> [Data supplied]:
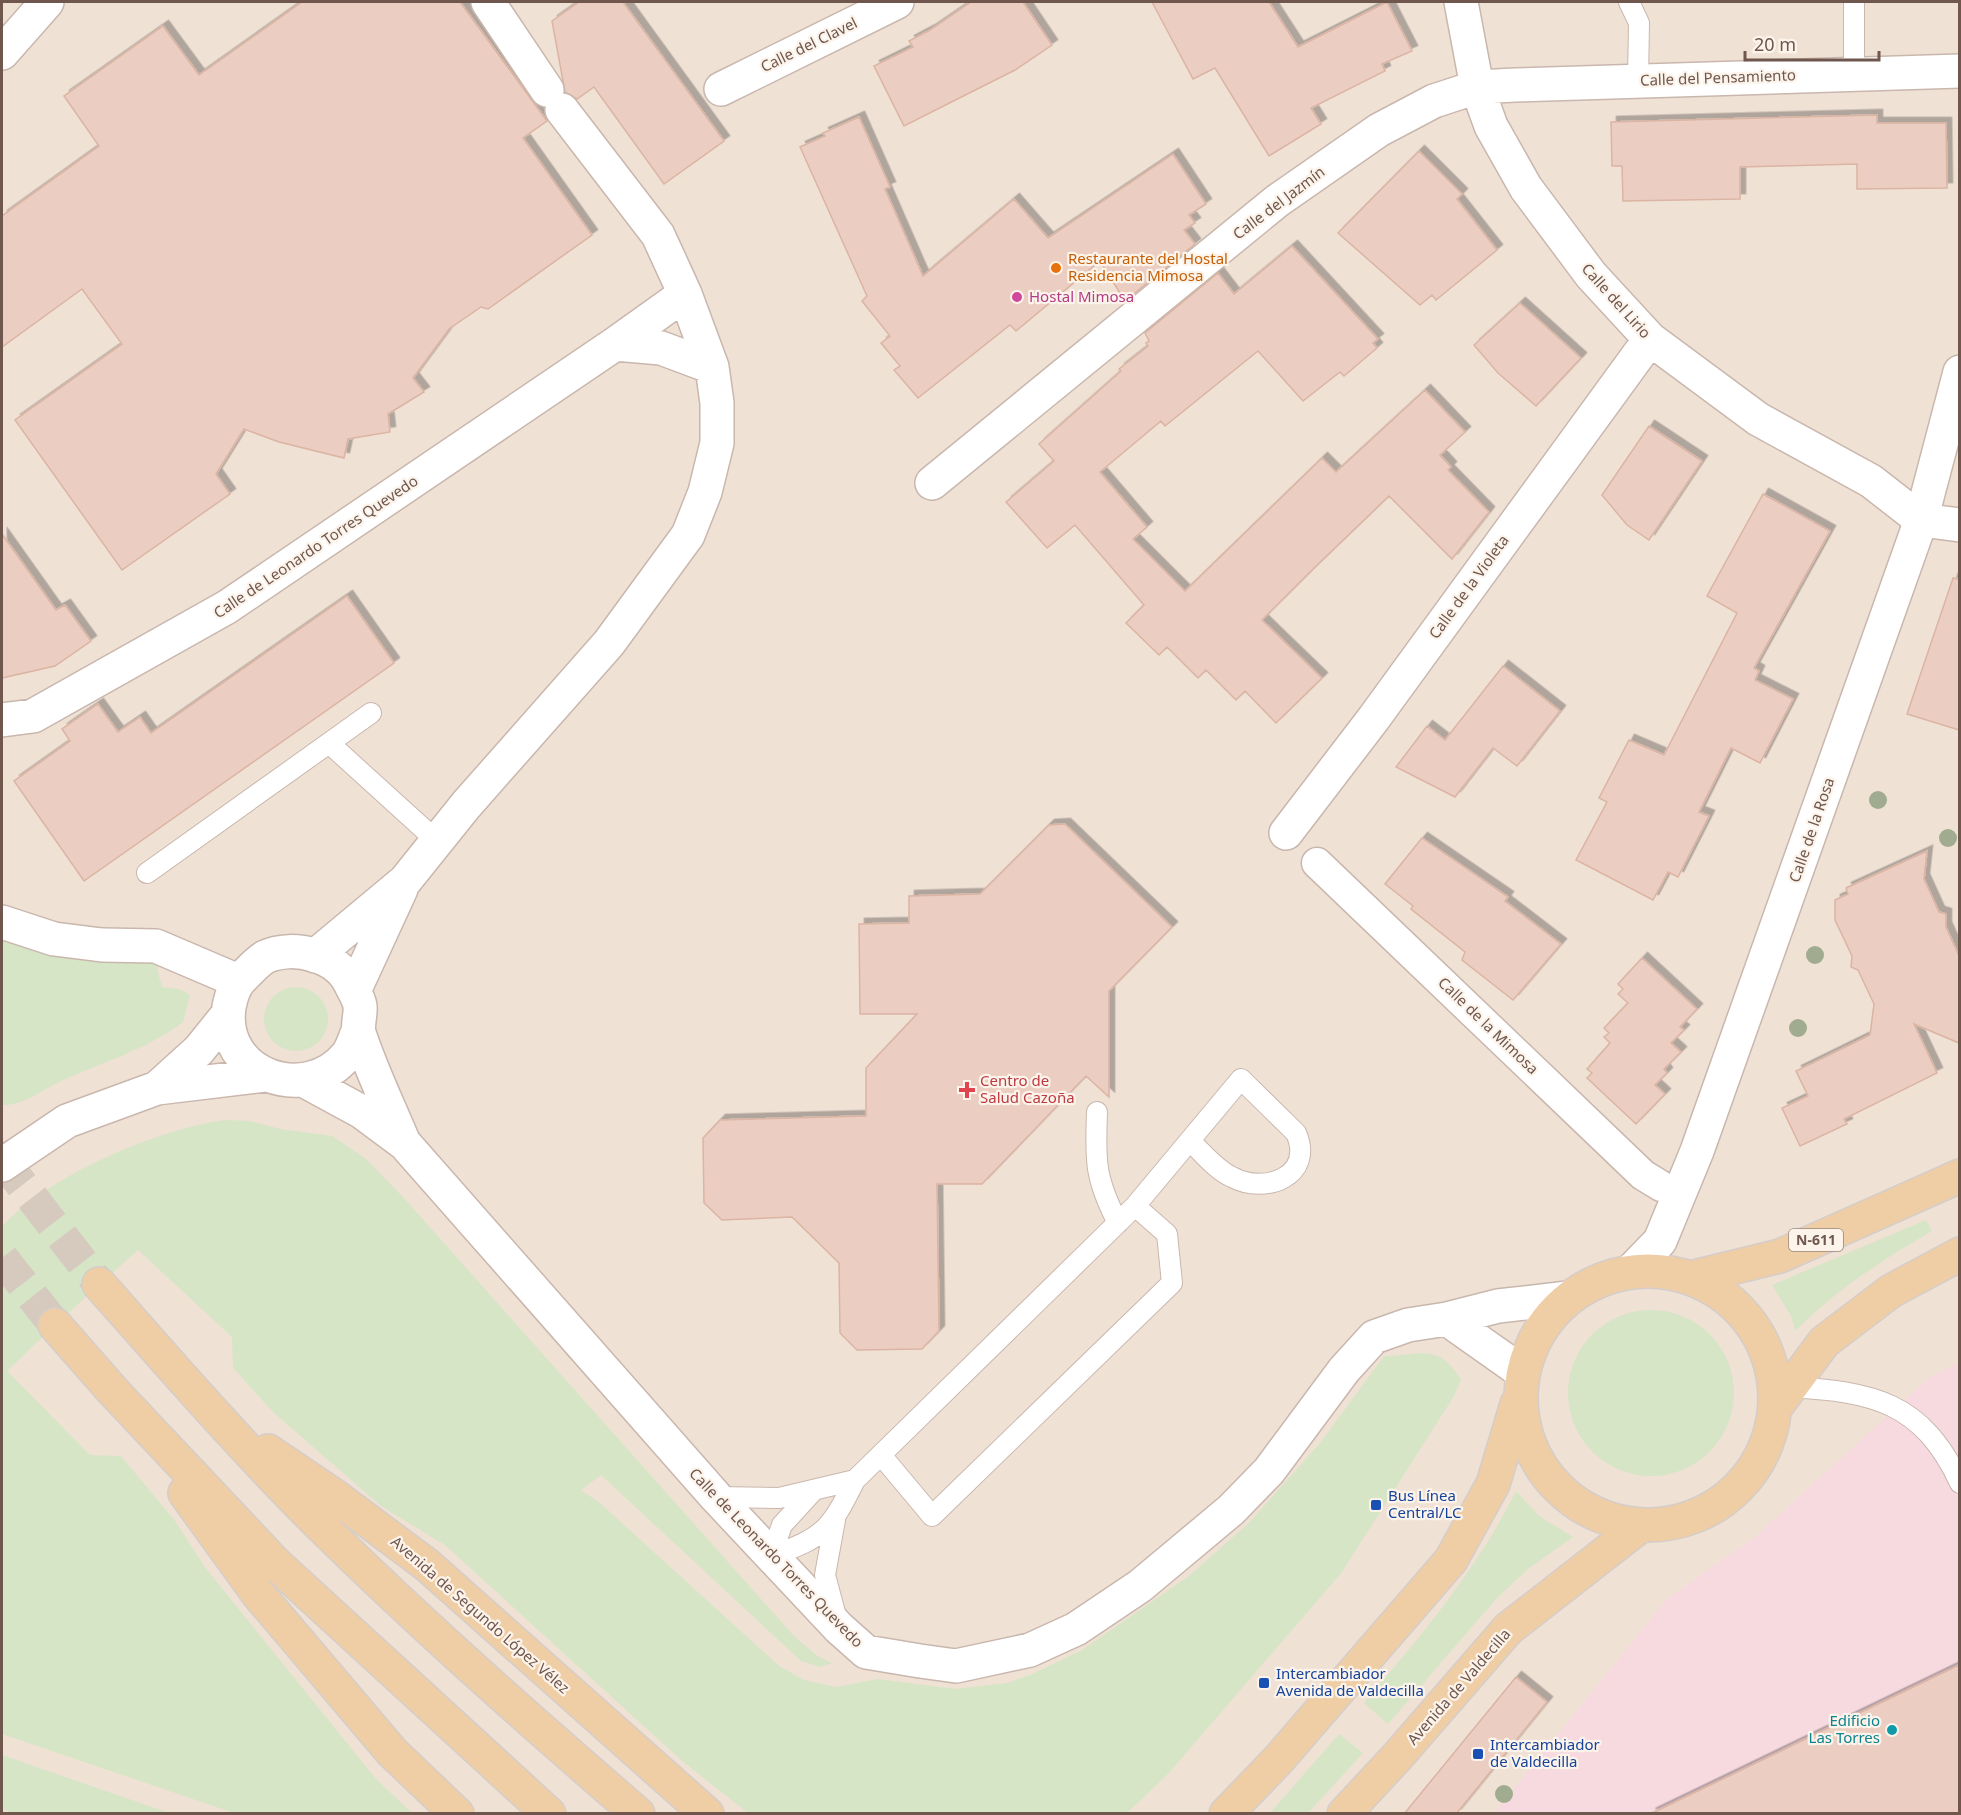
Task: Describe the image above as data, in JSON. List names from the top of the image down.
{
  "streets": {
    "main road": ["N-611", "Avenida de Segundo López Vélez", "Avenida de Valdecilla"],
    "street": [
      "Calle del Clavel",
      "Calle del Pensamiento",
      "Calle del Jazmín",
      "Calle del Lirio",
      "Calle de Leonardo Torres Quevedo",
      "Calle de la Violeta",
      "Calle de la Rosa",
      "Calle de la Mimosa"
    ]
  },
  "crossings": [
    ["Calle del Pensamiento", "Calle del Jazmín"],
    ["Calle del Pensamiento", "Calle del Lirio"],
    ["Calle del Jazmín", "Calle del Lirio"],
    ["Calle del Lirio", "Calle de la Violeta"],
    ["Calle del Lirio", "Calle de la Rosa"]
  ],
  "places": {
    "other": ["Restaurante del Hostal Residencia Mimosa", "Hostal Mimosa", "Edificio Las Torres"],
    "health": ["Centro de Salud Cazoña"],
    "transit": ["Bus Línea Central/LC", "Intercambiador Avenida de Valdecilla", "Intercambiador de Valdecilla"]
  },
  "scale_bar": "20 m"
}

> [Description of the task]: The listing above must be restated word for word. Its pictures are to be left out.

> [Response]:
Task: Describe the image above as data, in JSON. List names from the top of the image down.
{
  "streets": {
    "main road": ["N-611", "Avenida de Segundo López Vélez", "Avenida de Valdecilla"],
    "street": [
      "Calle del Clavel",
      "Calle del Pensamiento",
      "Calle del Jazmín",
      "Calle del Lirio",
      "Calle de Leonardo Torres Quevedo",
      "Calle de la Violeta",
      "Calle de la Rosa",
      "Calle de la Mimosa"
    ]
  },
  "crossings": [
    ["Calle del Pensamiento", "Calle del Jazmín"],
    ["Calle del Pensamiento", "Calle del Lirio"],
    ["Calle del Jazmín", "Calle del Lirio"],
    ["Calle del Lirio", "Calle de la Violeta"],
    ["Calle del Lirio", "Calle de la Rosa"]
  ],
  "places": {
    "other": ["Restaurante del Hostal Residencia Mimosa", "Hostal Mimosa", "Edificio Las Torres"],
    "health": ["Centro de Salud Cazoña"],
    "transit": ["Bus Línea Central/LC", "Intercambiador Avenida de Valdecilla", "Intercambiador de Valdecilla"]
  },
  "scale_bar": "20 m"
}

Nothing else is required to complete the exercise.